Ainda que utilitária, indispensável aos desprovidos de talentos acima da média. Mesmo a maioria dos que têm talentos acima da média também frequentou a universidade, seja por automatismo, por insistência familiar, ou só ‘pra garantir’. É notável a irrelevância que a experiência propriamente acadêmica tem na vida universitária (o que dizer da vida em geral?) do brasileiro que não resolveu seguir carreira na universidade; os que ainda lembram como formatar textos qua ABNT devem ser felicitados. Nem sequer o orgulho identitário típico de grupos fechados sobreviveu porque, bem, não há mais grupos fechados.

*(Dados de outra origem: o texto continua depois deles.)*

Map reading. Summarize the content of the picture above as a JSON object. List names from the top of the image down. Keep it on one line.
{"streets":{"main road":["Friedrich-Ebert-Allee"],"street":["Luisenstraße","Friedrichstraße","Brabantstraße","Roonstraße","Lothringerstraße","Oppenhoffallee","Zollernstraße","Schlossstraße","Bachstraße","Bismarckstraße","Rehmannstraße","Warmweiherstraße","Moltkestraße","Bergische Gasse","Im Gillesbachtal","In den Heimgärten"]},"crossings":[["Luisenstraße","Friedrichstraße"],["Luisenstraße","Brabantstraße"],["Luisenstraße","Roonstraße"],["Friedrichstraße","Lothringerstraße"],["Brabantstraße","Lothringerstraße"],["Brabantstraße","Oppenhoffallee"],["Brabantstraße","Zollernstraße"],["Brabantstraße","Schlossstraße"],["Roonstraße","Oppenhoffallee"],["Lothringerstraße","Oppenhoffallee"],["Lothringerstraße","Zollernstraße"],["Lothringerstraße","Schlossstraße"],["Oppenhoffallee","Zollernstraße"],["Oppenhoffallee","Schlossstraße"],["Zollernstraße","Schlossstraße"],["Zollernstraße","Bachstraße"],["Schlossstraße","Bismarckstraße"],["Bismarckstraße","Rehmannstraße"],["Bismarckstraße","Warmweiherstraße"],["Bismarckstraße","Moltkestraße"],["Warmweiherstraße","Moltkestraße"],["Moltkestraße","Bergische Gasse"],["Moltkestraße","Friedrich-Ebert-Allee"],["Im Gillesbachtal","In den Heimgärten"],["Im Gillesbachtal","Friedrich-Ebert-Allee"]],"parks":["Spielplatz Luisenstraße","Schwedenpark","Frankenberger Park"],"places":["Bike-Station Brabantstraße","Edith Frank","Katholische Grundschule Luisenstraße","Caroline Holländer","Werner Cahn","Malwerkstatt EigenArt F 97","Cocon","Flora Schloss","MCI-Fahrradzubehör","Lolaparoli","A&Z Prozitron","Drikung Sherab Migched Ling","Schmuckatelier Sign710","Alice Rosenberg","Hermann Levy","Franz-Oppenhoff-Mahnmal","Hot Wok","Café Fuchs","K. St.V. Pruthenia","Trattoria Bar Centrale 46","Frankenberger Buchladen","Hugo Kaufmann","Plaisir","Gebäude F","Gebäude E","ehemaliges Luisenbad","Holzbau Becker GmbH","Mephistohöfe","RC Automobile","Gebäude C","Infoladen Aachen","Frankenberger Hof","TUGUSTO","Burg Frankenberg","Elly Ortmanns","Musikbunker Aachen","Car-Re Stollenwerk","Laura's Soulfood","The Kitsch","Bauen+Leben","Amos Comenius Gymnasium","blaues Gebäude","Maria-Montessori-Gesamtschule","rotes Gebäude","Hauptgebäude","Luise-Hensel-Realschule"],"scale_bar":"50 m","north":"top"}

A maneira como os cursos de pós-graduação se desenvolveram reflete isso; eles ensinam a gerenciar empresas e a lidar com pessoas (!), não a estudar. Se o interesse último do curso de graduação passou aos poucos a ser o mercado de trabalho, o MBA nunca pretendeu ocupar-se de outra coisa. Isso não quer dizer que a carreira acadêmica seja um contraponto saudável à lógica utilitarista; o acadêmico desenvolveu um mercado à sua maneira, tão ou mais formal e burocrático que o dos administradores. O mestrado e o doutorado são agora o ritual iniciático de grupos que, diferentes dos antigos, nada têm a nos dizer mesmo sem ser secretos.

Apesar de os acadêmicos influírem cada vez menos na opinião pública, ainda apelamos nominalmente a eles, numa espécie de reverência hierárquica, em momentos de dúvida. O que o Prof. Fulano de Tal acha sobre a celeuma no Oriente Médio? Ouvimos e esquecemos, mas com muito respeito porque o sujeito tem um diploma pendurado na parede.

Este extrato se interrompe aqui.